Langenskiöld, Sweden, 2013, 213 pages
Original title: Pojken i trädkojan
Genre: Children’s fiction 9-12
The Treehouse Boy is a beautiful story about belonging and having a home. With his unadorned, easy-flowing language, Danny Wattin has created a modern but timeless Mowgli-like saga, full of humour and unexpected events that turn your thoughts to the worlds of Roald Dahl and Astrid Lindgren. The story expresses simple, tender wisdom that is brought to life by wonderfully-whimsical characters, absurd schoolyard revolts, explosive love letters and arm-wrestling principals.
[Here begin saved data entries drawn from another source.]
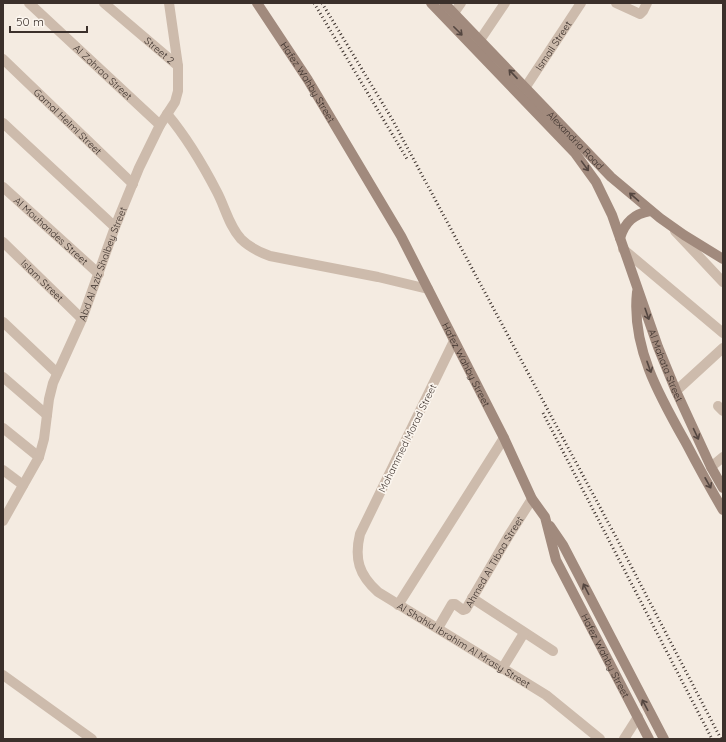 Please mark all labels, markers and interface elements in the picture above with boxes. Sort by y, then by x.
scale bar [10,8,87,34]
text: 50 m [16,14,44,29]
street label: Ismail Street [532,18,575,73]
one-way arrow [453,26,463,36]
street label: Street 2 [141,34,177,67]
street label: Hafez Wahby Street [277,39,338,125]
street label: Al Zahraa Street [70,42,135,103]
one-way arrow [509,70,518,80]
street label: Gamal Helmi Street [31,86,105,158]
street label: Alexandria Road [544,108,606,173]
one-way arrow [581,161,589,172]
one-way arrow [629,193,639,202]
street label: Al Mouhandes Street [11,194,91,268]
street label: Abd Al Aziz Shalbey Street [76,204,130,323]
street label: Islam Street [18,257,67,305]
one-way arrow [644,308,651,321]
street label: Hafez Wahby Street [439,320,493,409]
street label: Al Mahata Street [645,327,686,404]
one-way arrow [645,361,653,373]
street label: Mohammed Morad Street [376,381,440,495]
one-way arrow [693,428,700,440]
one-way arrow [704,477,712,489]
street label: Ahmed Al Tibaa Street [462,513,527,610]
one-way arrow [581,583,589,595]
street label: Al Shahid Ibrahim Al Mrasy Street [395,599,533,691]
street label: Hafez Wahby Street [578,611,633,700]
one-way arrow [641,699,649,711] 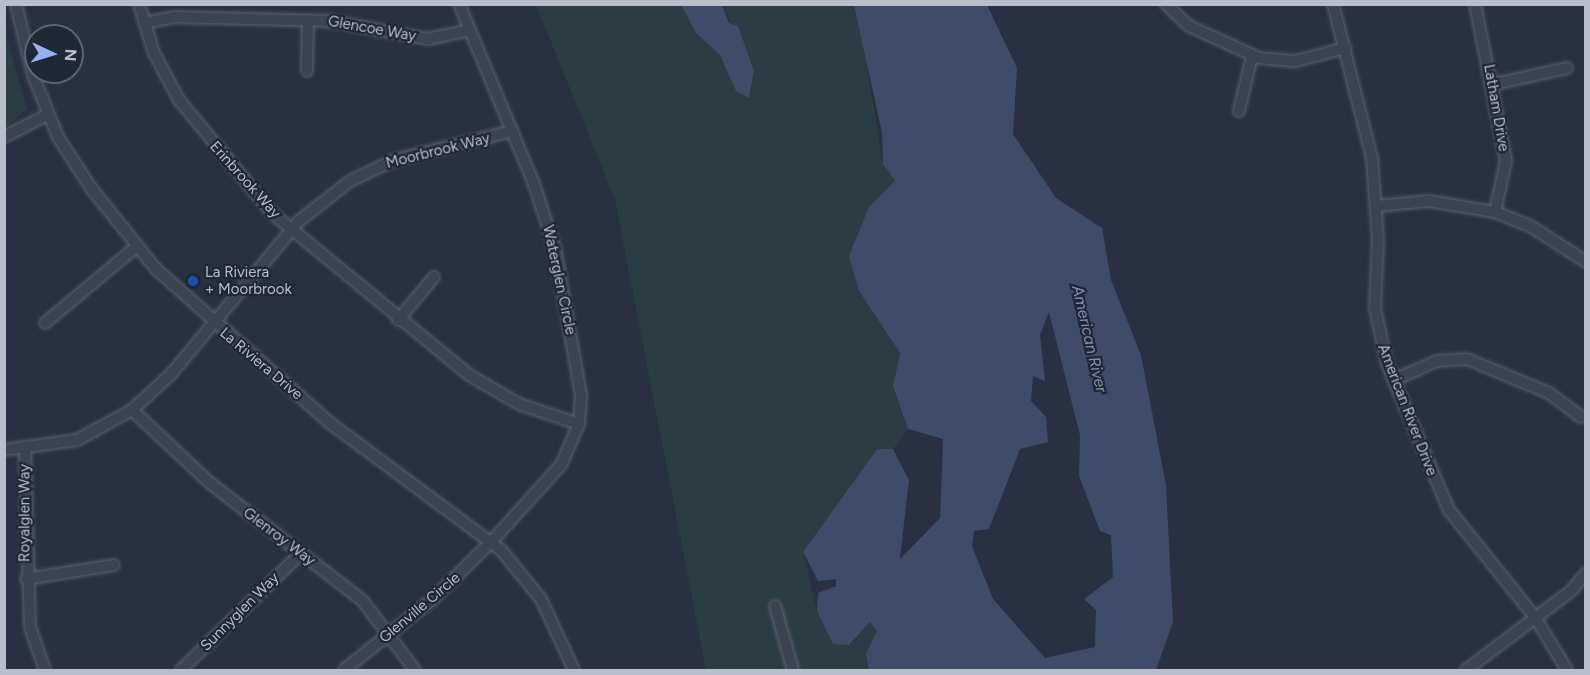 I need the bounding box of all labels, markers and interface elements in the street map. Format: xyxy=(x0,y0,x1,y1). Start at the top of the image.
street label: Glencoe Way xyxy=(327,12,417,46)
north arrow xyxy=(24,24,84,84)
text: N xyxy=(61,48,80,62)
street label: Latham Drive xyxy=(1479,63,1513,153)
street label: Moorbrook Way xyxy=(384,129,492,173)
street label: Erinbrook Way xyxy=(206,138,284,222)
street label: Waterglen Circle xyxy=(539,224,579,336)
place label: La Riviera + Moorbrook xyxy=(205,263,292,298)
marker: La Riviera + Moorbrook xyxy=(186,274,200,288)
water label: American River xyxy=(1067,284,1111,394)
street label: La Riviera Drive xyxy=(216,324,306,404)
street label: American River Drive xyxy=(1374,342,1440,478)
street label: Royalglen Way xyxy=(16,464,34,562)
street label: Glenroy Way xyxy=(239,504,319,570)
street label: Sunnyglen Way xyxy=(197,569,283,655)
street label: Glenville Circle xyxy=(376,569,464,647)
Johan is ten years old and lives alone in a treehouse in the middle of the forest. Most of the time he enjoys his life in the wild, together with the squirrel, Mimi, and the rest of his animal friends. He climbs trees, gathers food and collects what he needs to get by from the rubbish dump on the outskirts of town. Johan keeps his distance from the grown-ups, because he’s afraid they’ll put him back in the orphanage. The only thing that is really missing in his life is learning how to read all those books he’d found and brought home. One day, while rummaging around at the rubbish dump, Johan meets three older boys who chase him away: he ends up hiding in a ramshackle old house that belongs to a strange, tall man called Molvidsson.
Molvidsson knows absolutely nothing about children but everything about books, and loves to read. So he decides to help Johan fulfill his biggest dream − to be able to attend school − by pretending to be his father. Unexpectedly, Johan’s life takes a new, and not wholly uncomplicated, turn.